Outsourcing thus presents itself as a natural choice. But it is not without its pitfalls.
The real risk: loss of control in the traditional outsourcing model
Many companies that outsource physical security still adopt a fragmented model:
- A different supplier for each production site or branch office
- Local supervisory institutions independently selected by area managers
- Differentiated contracts, with variable standards and costs
- Separate management of technology providers (video surveillance, access control, intrusion detection)
At first glance, this approach seems to ensure territorial flexibility and low cost.
In reality, it generates a number of critical issues over time that become evident at precisely the most sensitive moments:
- Lack of uniformity in operating protocols and procedures
- difficulty of centralized supervision
- Loss of transparency about the real costs and quality of services
- Unevenness in levels of staff training and professionalism
- Increased exposure to errors, accidents, or regulatory noncompliance
- Slower reaction times in emergency situations
In practice, the company gradually loses effective governance of its physical security, which becomes a sum of vendors managed independently by individual operating locations.
The evolutionary solution: centralized governance and single coordination partner
The most modern and functional approach is not to give up outsourcing, but to redefine its governance logic.

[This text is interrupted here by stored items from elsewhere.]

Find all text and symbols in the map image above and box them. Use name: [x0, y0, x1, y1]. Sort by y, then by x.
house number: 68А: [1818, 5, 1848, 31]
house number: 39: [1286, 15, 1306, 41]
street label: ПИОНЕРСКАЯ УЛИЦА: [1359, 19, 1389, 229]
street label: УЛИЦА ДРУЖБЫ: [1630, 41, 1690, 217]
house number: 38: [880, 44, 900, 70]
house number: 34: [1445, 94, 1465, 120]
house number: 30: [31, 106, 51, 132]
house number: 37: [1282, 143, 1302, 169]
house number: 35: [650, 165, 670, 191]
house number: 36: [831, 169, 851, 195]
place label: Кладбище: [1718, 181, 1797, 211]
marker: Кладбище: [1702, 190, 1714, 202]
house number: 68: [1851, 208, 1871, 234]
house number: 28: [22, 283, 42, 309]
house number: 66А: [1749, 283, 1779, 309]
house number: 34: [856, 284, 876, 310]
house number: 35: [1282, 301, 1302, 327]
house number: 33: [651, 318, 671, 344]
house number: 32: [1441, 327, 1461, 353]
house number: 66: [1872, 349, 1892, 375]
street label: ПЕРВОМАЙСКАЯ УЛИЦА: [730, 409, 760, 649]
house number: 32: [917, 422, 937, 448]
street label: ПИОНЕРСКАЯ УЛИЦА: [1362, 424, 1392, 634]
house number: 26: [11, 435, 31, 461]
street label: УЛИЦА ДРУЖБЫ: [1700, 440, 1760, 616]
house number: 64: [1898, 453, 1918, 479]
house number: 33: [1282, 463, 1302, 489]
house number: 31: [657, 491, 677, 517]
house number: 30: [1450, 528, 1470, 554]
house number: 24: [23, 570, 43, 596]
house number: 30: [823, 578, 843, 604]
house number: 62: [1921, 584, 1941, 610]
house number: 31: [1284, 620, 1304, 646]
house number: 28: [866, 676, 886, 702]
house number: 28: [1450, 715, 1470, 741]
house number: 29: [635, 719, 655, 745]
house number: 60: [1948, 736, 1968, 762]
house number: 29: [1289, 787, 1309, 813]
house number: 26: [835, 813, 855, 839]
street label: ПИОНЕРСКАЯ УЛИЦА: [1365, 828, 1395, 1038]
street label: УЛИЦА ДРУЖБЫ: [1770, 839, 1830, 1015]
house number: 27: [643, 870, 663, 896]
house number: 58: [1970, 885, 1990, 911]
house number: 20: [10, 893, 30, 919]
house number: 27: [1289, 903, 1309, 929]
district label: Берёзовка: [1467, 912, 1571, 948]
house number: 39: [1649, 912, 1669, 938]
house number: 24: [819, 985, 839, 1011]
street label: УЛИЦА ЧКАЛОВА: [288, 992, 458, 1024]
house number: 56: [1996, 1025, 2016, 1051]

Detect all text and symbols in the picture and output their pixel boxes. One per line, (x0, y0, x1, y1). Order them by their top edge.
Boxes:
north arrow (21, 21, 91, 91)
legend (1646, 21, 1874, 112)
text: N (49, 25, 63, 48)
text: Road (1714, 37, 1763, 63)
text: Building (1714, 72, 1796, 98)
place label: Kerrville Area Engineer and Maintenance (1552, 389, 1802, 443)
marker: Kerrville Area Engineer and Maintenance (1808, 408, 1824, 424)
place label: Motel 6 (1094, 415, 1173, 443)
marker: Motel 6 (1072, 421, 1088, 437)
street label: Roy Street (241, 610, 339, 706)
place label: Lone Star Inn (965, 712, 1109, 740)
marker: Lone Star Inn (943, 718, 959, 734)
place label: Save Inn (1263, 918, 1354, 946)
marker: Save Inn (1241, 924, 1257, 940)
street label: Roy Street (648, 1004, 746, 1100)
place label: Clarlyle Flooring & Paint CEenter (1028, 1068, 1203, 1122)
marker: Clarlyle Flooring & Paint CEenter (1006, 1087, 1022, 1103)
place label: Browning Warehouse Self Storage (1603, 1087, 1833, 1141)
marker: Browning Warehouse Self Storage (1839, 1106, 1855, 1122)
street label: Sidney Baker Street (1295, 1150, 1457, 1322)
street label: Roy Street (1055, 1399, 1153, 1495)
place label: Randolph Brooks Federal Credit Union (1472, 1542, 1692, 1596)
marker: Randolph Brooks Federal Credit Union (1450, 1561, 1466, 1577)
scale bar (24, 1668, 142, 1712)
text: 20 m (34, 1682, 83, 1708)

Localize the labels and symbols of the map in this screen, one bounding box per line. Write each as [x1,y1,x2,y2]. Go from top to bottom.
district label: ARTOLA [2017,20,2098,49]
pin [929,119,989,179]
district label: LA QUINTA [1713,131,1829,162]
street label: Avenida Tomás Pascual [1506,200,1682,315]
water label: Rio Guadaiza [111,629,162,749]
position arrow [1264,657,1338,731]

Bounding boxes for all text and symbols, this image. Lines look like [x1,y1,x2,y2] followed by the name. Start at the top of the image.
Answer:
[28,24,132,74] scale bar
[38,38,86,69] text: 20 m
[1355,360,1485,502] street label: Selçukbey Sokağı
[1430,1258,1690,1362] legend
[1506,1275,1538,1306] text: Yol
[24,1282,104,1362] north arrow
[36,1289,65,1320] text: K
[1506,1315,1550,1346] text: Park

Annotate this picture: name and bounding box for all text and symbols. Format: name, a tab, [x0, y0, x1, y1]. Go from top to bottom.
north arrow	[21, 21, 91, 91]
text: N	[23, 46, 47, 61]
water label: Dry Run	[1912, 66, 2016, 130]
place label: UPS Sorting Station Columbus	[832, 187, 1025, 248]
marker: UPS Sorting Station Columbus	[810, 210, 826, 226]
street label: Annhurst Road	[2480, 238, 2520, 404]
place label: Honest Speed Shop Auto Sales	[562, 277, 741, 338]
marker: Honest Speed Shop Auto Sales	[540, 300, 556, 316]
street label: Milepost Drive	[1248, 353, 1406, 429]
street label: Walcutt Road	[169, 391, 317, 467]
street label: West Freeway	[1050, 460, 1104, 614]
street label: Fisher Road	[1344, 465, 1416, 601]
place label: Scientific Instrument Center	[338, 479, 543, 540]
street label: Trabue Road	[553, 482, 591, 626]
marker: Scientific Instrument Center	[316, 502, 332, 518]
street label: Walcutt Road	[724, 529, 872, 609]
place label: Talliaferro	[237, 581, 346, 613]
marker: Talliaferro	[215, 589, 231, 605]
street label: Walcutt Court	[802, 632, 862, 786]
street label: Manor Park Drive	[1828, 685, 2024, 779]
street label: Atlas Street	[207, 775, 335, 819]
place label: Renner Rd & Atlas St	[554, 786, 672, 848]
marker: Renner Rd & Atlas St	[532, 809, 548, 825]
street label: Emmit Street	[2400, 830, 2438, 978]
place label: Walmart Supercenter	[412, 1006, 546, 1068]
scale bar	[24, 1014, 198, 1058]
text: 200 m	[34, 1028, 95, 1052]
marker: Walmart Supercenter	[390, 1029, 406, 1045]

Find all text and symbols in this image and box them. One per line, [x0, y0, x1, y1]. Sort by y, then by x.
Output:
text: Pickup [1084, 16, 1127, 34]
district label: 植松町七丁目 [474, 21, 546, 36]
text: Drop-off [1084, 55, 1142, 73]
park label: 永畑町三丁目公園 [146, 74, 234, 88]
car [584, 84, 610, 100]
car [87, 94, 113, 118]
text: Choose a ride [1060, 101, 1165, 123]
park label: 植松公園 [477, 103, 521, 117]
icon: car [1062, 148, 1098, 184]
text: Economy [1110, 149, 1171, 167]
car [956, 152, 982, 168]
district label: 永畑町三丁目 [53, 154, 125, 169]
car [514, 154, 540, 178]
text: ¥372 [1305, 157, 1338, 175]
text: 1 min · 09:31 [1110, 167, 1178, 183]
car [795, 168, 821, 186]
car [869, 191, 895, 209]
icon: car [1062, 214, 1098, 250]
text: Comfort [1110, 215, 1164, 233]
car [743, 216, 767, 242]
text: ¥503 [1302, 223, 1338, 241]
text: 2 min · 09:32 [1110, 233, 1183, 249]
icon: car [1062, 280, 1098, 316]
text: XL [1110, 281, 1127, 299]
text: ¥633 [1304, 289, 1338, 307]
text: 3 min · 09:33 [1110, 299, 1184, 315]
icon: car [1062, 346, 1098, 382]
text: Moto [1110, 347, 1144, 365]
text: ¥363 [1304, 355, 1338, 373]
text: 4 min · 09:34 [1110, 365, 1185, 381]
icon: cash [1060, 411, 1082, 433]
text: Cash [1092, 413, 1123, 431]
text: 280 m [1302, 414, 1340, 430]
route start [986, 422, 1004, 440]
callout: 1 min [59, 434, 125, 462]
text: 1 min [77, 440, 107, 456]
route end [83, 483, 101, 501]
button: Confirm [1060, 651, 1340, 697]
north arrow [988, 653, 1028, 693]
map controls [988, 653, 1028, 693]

More and more companies are adopting a model that unites:
- Widespread operational outsourcing
- Centralized coordination and supervision through a single partner
In this model, the company entrusts a specialized party with the task of:
- Select and negotiate local suppliers throughout the territory
- Uniform security protocols at each site
- manage daily operations
- Monitor service quality through shared SLAs and KPIs
- Ensure periodic audits and cost transparency
- To offer a single interface to corporate management
The strategic advantages of centralized governance
For the CEO and Security Manager, this solution offers a number of concrete benefits:
- Operational uniformity on a national or international scale
All company sites work to the same security standards, with uniform and verifiable protocols. - Visibility and centralized control
Management has a single reporting system that can provide up-to-date data on costs, performance, critical issues and interventions. - Reducing management complexity
No more need to manage dozens of separate contracts, differentiated audits or disparate local suppliers. Everything is overseen by a single point of contact. - Economic efficiency and cost transparency
Centralized aggregation allows economies of scale, more efficient negotiations and predictable costs in the medium to long term. - Increased responsiveness
In case of emergencies or critical issues, the single partner is able to quickly activate all necessary resources on the ground, without intermediate steps or bureaucratic slowdowns. - Increased regulatory compliance
Centralization facilitates verification of regulatory and contractual requirements, reducing the risk of noncompliance.
A model at the service of general management
For the CEO, CFO, and Security Manager, this model represents a shift in perspective:
- From a multiplicity of fragmented providers that are difficult to control
- To an integrated physical security system, managed by a specialized partner working on behalf of the company, but under its direct control
Physical security is no longer seen as a sum of local micro-services, but as a strategic corporate infrastructure–flexible, efficient and monitorable.
Conclusion
In an age when physical risks are increasingly sophisticated and interconnected with reputational, industrial and financial risks, control over physical security cannot be dispersed.
Centralizing governance while maintaining territorial agility through selected partners enables companies to achieve:
- greater operational soundness
- more controlled costs
- simplified compliance
- superior responsiveness
- and most importantly: effective and transparent control over one of the most sensitive assets in the business.